Ian Galt had been trying since Monday to make sense of the CCTV images he’d scared out of Steve Finch. Anita had a child. Was it his? And elderly parents? Back when he’d known her, she’d had no apparent history at all.

But meanwhile he’d had to fly back to Sydney, word coming through on the grapevine about a body fished out of the harbour. He watched the investigation for a couple of days, standing well behind the scenes, the murdered man on the periphery of his old life.

And now it was Wednesday morning and he was back in Melbourne to begin the hunt.

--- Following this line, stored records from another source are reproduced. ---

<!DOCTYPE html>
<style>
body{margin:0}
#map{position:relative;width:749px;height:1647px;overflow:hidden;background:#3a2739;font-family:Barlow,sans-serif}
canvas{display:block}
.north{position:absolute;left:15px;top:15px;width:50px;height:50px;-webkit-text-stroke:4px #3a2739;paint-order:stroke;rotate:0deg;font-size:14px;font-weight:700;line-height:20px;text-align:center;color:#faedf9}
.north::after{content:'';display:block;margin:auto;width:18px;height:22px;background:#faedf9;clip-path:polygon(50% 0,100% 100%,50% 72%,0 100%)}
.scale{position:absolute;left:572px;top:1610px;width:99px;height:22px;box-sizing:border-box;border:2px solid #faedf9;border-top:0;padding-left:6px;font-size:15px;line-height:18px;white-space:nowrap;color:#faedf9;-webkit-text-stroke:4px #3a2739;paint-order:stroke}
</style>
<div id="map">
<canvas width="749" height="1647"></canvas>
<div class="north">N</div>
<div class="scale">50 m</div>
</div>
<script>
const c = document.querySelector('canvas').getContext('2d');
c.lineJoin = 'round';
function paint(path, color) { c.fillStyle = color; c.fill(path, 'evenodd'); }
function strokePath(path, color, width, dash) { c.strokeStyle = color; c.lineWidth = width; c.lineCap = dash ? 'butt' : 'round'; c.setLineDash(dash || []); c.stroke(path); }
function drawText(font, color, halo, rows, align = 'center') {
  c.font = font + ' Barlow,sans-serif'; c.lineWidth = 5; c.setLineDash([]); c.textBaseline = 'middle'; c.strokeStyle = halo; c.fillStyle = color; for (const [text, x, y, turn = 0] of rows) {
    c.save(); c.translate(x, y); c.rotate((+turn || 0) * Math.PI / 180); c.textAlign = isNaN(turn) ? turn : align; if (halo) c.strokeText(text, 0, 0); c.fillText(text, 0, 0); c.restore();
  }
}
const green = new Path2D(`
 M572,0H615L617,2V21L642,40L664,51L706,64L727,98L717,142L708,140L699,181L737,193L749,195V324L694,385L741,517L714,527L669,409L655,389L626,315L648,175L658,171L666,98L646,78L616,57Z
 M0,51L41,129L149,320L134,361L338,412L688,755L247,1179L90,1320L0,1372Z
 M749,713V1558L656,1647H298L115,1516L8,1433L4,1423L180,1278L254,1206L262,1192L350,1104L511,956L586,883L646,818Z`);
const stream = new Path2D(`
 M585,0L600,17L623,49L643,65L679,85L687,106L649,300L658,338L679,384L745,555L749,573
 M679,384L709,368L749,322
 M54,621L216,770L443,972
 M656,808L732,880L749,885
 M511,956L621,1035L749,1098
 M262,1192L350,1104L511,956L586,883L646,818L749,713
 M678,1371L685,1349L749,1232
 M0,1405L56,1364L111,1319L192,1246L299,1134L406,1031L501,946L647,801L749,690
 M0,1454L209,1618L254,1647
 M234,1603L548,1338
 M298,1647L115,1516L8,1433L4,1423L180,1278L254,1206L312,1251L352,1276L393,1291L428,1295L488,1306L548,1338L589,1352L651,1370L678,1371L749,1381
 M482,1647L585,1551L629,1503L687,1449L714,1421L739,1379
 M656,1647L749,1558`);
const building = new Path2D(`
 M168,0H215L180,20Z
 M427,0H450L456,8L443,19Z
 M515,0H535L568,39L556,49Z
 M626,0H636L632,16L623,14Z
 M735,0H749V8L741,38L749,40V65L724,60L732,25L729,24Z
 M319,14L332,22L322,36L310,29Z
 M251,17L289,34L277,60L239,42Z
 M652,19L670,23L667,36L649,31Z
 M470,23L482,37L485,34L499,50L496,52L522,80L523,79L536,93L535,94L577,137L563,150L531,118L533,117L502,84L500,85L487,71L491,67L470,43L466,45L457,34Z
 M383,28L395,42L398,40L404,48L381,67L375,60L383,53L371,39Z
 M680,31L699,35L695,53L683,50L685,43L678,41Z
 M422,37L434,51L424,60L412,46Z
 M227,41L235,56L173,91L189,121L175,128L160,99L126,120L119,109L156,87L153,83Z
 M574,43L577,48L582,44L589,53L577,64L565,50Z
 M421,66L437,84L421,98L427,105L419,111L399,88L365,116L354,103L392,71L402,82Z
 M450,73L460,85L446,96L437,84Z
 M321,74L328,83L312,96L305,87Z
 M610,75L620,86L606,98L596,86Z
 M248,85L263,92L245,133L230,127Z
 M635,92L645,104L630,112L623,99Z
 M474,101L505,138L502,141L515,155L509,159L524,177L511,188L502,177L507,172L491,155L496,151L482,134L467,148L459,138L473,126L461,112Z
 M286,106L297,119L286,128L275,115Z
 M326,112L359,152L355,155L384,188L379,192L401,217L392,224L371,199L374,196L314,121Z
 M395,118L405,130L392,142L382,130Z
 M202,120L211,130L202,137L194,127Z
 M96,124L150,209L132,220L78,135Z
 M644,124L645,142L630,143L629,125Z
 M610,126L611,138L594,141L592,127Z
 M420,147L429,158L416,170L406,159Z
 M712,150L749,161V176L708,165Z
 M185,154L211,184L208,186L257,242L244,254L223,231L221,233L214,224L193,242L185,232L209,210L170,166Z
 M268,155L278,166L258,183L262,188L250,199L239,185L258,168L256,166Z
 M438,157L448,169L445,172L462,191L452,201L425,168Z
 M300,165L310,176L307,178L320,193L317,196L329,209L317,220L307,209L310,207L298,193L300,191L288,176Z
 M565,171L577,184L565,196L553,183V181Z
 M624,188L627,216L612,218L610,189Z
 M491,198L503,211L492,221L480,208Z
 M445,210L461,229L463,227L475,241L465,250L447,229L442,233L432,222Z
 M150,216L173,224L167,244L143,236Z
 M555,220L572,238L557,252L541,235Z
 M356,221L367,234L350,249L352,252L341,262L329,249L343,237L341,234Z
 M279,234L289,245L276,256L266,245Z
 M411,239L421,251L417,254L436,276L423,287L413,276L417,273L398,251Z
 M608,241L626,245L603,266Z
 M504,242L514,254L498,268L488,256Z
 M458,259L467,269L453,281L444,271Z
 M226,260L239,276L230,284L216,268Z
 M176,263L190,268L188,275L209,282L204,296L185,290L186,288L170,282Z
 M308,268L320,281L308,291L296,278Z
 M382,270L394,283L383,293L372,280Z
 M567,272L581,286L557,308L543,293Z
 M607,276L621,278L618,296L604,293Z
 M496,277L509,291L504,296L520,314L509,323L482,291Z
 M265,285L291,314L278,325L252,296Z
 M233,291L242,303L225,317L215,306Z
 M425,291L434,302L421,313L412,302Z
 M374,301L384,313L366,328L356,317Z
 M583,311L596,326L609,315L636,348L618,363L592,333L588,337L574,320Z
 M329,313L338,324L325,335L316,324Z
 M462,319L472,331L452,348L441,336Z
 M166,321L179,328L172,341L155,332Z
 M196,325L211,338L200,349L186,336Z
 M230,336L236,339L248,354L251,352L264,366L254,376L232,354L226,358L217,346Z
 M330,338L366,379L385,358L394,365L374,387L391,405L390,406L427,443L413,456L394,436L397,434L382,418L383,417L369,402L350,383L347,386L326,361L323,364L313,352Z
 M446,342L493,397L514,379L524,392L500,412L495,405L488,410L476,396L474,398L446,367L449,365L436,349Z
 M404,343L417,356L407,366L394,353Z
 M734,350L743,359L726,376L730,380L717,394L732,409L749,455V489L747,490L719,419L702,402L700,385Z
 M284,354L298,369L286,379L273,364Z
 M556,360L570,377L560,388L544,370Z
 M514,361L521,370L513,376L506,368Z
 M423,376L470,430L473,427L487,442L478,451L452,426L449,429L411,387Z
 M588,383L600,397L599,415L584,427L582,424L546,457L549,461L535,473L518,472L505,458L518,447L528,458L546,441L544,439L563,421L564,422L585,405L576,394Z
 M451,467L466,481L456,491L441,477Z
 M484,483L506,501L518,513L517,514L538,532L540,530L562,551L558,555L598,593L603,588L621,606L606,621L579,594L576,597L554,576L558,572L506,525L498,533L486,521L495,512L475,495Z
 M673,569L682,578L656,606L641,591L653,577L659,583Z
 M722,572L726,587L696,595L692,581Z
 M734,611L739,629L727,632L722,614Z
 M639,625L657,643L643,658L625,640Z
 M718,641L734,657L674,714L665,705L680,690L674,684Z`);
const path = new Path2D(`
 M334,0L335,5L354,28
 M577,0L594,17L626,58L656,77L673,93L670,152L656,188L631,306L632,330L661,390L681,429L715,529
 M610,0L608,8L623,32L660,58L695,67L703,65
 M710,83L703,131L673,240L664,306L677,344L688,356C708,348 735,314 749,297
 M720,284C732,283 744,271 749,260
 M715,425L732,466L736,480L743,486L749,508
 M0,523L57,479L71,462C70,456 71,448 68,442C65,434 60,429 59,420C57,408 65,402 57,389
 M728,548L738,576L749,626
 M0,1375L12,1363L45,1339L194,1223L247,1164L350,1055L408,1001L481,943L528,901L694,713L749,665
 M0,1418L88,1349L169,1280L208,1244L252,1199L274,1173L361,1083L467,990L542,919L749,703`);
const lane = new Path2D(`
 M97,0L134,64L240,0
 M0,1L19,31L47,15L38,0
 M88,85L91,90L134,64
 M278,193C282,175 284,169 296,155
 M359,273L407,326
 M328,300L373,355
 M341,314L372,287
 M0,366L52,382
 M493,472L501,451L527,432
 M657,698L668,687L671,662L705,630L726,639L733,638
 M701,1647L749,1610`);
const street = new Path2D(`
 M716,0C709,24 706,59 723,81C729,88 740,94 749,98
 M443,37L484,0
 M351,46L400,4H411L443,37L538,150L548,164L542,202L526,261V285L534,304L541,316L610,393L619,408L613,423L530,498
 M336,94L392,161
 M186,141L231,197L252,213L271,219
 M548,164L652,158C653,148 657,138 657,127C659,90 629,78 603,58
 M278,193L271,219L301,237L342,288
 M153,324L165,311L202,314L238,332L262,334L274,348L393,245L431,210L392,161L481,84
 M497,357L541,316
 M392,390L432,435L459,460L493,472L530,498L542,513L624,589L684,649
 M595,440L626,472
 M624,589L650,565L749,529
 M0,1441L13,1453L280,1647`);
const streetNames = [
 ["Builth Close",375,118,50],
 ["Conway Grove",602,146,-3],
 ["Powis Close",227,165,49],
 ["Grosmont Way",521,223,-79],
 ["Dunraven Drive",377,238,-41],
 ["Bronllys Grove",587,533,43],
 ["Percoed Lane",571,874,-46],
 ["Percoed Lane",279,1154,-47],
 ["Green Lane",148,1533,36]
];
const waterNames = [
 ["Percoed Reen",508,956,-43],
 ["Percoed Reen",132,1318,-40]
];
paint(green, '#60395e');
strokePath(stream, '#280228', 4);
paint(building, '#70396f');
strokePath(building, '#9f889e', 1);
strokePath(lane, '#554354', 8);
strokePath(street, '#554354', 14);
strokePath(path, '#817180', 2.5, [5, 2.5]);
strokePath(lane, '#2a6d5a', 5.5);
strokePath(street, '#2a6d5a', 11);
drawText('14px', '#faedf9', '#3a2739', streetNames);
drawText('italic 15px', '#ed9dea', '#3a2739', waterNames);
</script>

He started at the childcare centre in Hurstbridge. Huddled under gumtrees on a minor road leading into the town, it looked threadbare, understaffed and underfunded. Meaning it was probably operated by a millionaire type peculiar to Australia, discredited, overextended and obscurely attracted to childcare centres and nursing homes. First flashing his fake Federal Police ID, he showed the administrator a still from Steven Finch’s security camera, a toddler and a young woman standing side by side outside the front gate of the centre. A photograph of a photograph, in fact, with a messy blur in the bottom right that was Anita’s hand in the act of displaying the photo to Finch.

The administrator, round and motherly, would only concede that the photograph had been taken in front of the centre.

‘But the kid did attend?’

‘I’m sorry, Inspector Towne, I’m not at liberty to say.’

‘Is she still here?’

‘Perhaps if you tell me what this is about?’

Galt cast around for a story that might tug at the heartstrings and involve the Australian Federal Police. ‘We fear that an attempt might be made by a family member to kidnap her.’